* Dataset section:

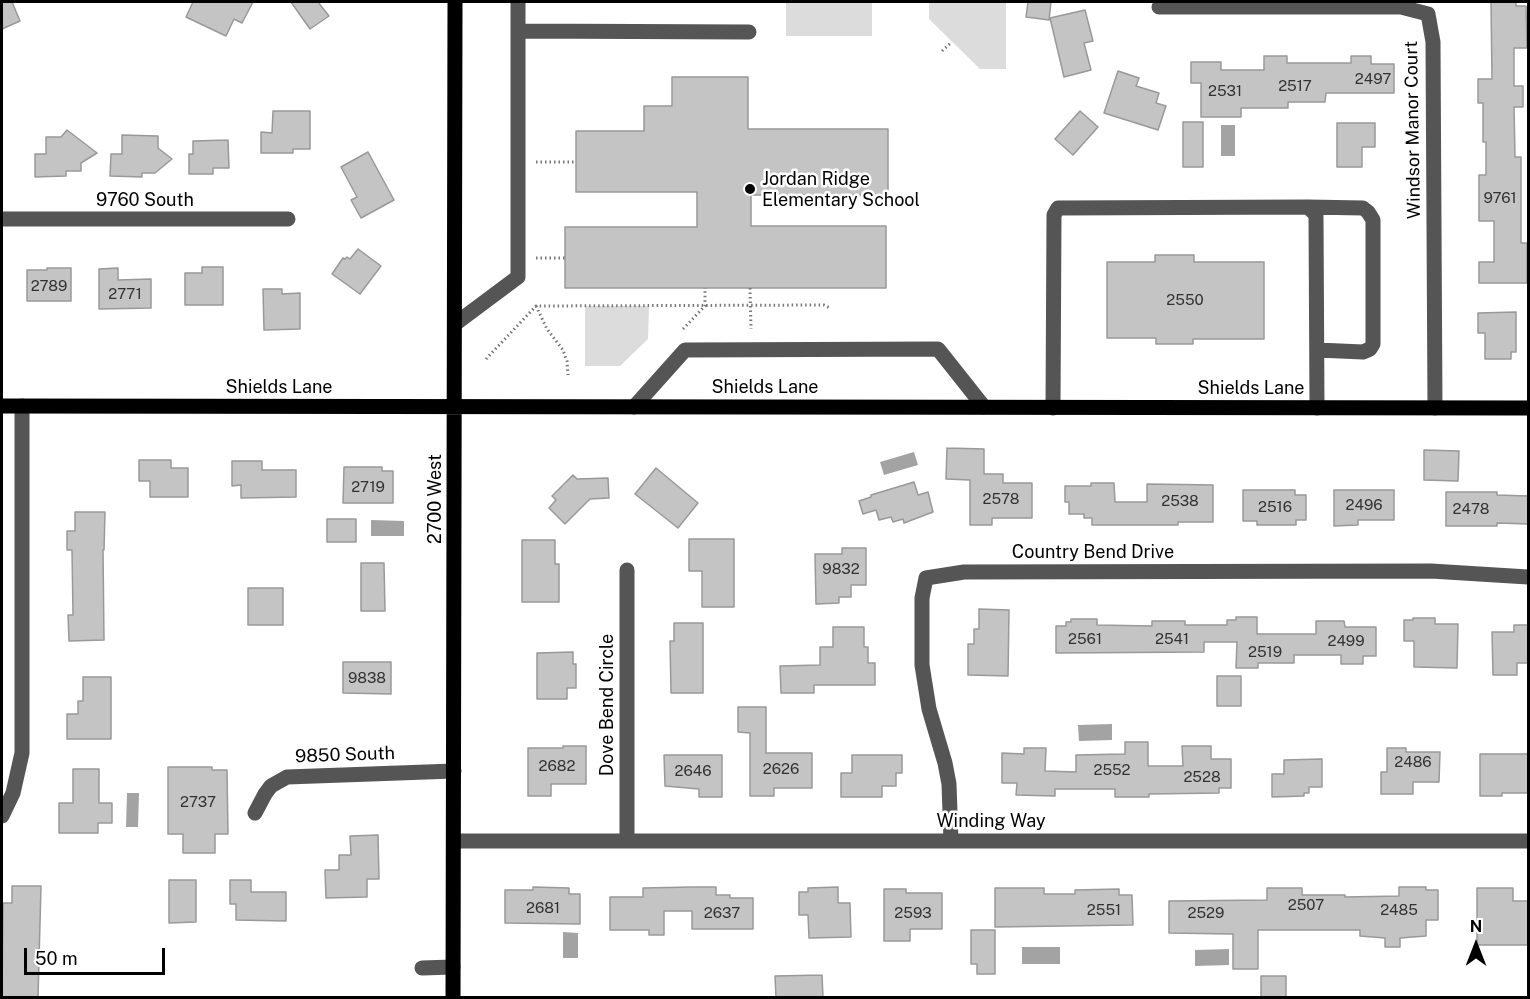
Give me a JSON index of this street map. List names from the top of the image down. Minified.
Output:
{"streets":{"main road":["Shields Lane","2700 West"],"street":["Windsor Manor Court","9760 South","Country Bend Drive","Dove Bend Circle","9850 South","Winding Way"]},"crossings":[["Windsor Manor Court","Shields Lane"],["Shields Lane","2700 West"],["2700 West","9850 South"],["2700 West","Winding Way"],["Country Bend Drive","Winding Way"],["Dove Bend Circle","Winding Way"]],"places":["Jordan Ridge Elementary School"],"house_numbers":["2497","2517","2531","9761","2789","2771","2550","2719","2578","2538","2496","2516","2478","9832","2561","2541","2499","2519","9838","2486","2682","2626","2552","2646","2528","2737","2507","2681","2551","2485","2637","2593","2529"],"scale_bar":"50 m","north":"top"}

* The task: From the material above, copy every line that has the word "street" in it.

* Written answer:
Give me a JSON index of this street map. List names from the top of the image down. Minified.
{"streets":{"main road":["Shields Lane","2700 West"],"street":["Windsor Manor Court","9760 South","Country Bend Drive","Dove Bend Circle","9850 South","Winding Way"]},"crossings":[["Windsor Manor Court","Shields Lane"],["Shields Lane","2700 West"],["2700 West","9850 South"],["2700 West","Winding Way"],["Country Bend Drive","Winding Way"],["Dove Bend Circle","Winding Way"]],"places":["Jordan Ridge Elementary School"],"house_numbers":["2497","2517","2531","9761","2789","2771","2550","2719","2578","2538","2496","2516","2478","9832","2561","2541","2499","2519","9838","2486","2682","2626","2552","2646","2528","2737","2507","2681","2551","2485","2637","2593","2529"],"scale_bar":"50 m","north":"top"}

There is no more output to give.